In other words, it’s not just academic. Cities are intensely practical places: people must be fed, potholes filled, fires fought, children taught. Cities are where this new economy defines the lives of citizens.
This is what the Forum is all about. It will gather leading scholars and practitioners from around the world, and apply their global knowledge to everyday problems. Various programs will discuss how climate change is hitting cities, how cities are educating for the knowledge economy, how global cities can be “inclusive”–how they enable all their citizens, not just the favored few, to achieve a life of economy decency.
In truth, these problems affect all cities. But they hit global citizens first and hardest: being bigger and more central, they’re where global problems come to roost. The decisions these cities reach will guide cities everywhere.
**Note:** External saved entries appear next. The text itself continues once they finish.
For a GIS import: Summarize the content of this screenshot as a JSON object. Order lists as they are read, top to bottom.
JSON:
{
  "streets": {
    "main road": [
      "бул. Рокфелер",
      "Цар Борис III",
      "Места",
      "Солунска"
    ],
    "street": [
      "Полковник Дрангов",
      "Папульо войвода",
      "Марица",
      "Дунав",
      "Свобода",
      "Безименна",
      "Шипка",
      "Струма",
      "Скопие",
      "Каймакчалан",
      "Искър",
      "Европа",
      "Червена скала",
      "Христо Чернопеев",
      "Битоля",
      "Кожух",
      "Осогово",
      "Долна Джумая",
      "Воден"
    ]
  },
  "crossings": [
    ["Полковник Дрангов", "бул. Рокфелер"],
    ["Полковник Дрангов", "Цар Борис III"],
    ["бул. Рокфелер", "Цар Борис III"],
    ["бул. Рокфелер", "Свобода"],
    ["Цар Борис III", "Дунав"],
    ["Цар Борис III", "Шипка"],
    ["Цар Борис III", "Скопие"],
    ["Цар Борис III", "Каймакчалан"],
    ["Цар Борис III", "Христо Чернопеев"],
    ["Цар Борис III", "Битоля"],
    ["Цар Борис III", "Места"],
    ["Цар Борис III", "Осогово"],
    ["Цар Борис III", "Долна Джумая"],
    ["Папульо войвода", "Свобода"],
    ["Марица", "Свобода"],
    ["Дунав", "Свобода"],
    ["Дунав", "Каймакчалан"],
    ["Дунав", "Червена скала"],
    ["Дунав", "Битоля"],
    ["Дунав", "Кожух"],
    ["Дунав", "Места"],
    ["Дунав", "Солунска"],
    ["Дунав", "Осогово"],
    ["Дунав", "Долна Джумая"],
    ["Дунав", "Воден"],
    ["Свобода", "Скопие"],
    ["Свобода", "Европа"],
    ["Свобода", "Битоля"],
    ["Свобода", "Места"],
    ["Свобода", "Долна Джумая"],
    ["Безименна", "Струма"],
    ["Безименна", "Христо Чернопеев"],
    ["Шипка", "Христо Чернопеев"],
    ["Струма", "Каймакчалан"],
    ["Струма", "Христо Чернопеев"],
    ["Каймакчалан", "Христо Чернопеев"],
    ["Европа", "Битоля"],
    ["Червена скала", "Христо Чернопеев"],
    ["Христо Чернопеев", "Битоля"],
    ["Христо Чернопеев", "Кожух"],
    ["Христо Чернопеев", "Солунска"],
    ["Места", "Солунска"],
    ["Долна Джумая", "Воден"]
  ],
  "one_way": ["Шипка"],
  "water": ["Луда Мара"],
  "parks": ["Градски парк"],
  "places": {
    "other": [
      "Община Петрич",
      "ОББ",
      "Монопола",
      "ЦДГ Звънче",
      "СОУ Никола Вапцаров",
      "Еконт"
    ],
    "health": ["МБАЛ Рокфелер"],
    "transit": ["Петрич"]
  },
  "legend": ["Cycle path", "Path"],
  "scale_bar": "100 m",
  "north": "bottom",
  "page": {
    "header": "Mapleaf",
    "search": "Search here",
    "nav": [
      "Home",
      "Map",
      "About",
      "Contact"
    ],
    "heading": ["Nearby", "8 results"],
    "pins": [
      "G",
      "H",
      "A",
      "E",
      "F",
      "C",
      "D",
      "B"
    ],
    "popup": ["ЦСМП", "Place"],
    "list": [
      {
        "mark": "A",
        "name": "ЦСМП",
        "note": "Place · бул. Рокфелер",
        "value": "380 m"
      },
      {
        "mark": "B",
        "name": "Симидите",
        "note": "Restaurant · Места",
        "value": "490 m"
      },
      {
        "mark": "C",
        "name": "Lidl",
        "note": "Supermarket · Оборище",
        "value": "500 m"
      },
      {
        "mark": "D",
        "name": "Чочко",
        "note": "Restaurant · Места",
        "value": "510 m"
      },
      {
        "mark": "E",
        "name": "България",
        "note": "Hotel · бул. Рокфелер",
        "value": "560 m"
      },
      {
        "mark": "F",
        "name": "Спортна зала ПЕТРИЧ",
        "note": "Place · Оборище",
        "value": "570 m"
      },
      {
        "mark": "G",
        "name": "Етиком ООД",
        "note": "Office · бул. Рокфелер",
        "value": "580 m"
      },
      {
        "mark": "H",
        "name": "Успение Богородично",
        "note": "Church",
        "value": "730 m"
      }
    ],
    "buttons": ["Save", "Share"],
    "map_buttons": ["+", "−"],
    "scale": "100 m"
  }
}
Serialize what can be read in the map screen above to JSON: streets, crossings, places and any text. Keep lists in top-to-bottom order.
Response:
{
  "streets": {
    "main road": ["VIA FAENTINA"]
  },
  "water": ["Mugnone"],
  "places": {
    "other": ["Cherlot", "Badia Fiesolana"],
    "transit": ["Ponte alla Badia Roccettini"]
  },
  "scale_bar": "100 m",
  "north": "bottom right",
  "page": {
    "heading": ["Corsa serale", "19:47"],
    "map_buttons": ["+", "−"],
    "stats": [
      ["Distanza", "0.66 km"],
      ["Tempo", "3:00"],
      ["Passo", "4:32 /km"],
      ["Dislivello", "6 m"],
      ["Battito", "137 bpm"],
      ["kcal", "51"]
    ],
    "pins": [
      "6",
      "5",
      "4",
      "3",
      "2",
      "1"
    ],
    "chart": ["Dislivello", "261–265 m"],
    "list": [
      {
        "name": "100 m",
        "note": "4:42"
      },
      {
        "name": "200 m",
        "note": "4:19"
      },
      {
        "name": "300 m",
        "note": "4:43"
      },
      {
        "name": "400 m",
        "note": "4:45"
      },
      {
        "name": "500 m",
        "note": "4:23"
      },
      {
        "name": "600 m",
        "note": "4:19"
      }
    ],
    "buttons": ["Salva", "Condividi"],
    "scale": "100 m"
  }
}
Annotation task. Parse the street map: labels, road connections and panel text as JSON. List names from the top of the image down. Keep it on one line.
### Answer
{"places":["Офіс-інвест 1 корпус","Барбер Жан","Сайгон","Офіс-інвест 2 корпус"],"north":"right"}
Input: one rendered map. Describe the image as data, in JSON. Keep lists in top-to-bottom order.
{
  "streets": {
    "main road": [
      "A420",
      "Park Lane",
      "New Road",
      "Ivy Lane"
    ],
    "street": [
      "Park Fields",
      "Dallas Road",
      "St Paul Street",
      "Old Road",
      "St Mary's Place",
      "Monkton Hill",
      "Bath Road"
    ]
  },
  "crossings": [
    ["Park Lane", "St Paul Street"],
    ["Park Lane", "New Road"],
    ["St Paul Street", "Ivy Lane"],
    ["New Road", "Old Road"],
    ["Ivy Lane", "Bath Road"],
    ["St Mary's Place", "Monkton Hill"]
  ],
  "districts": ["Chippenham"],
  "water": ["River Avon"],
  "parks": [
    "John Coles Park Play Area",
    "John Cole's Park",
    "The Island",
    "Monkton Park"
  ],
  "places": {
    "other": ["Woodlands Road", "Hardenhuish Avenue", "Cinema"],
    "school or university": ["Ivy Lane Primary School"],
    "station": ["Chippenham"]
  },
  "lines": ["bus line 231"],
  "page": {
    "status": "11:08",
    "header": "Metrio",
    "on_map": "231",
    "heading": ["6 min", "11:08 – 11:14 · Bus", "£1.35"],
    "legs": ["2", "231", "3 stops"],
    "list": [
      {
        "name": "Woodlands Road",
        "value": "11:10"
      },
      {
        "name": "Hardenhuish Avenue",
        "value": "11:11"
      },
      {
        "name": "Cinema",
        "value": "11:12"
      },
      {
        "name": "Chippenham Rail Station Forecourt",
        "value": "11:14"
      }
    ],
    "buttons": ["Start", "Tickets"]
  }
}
If globalization and global cities can’t co-exist, then modern society is in for a very rough ride.
Traditionally, cities look to their national governments to solve these problems. But these governments, overwhelmed and gridlocked, haven’t been much help in dealing with issues such as immigration, inequality, and climate change. Increasingly, global cities find they‘re on their own.
Or maybe not. Perhaps the solutions and powers they need reside not in national capitals but in other global cities on the other side of the world. Inequality wrenches Shanghai, London, and Chicago pretty much equally. Beijing and Los Angeles have their own, and related, water crises. Terrorists strike cities–think 9/11 or Charlie Hebdo–more than nations.
Should global cities have their own foreign policies? Should these cities, despairing of dysfunctional national governments, work together instead, swapping information and using their own considerable powers to meet the challenges of a globalizing society?
There’s no global government, and there isn’t going to be. But global cities can shape a sort of global governance more pertinent in this post-national world to the real problems they face.
This is on the Chicago Forum agenda, too–a closing panel on the foreign policy of cities. Even in the evolving world of global cities, this is news. Like thinking on global cities, the possibility that cities might have their own foreign policy is an evolving notion.
No one knows where this going, but The Chicago Council is along for the ride and, in one sense, is in the driver’s seat.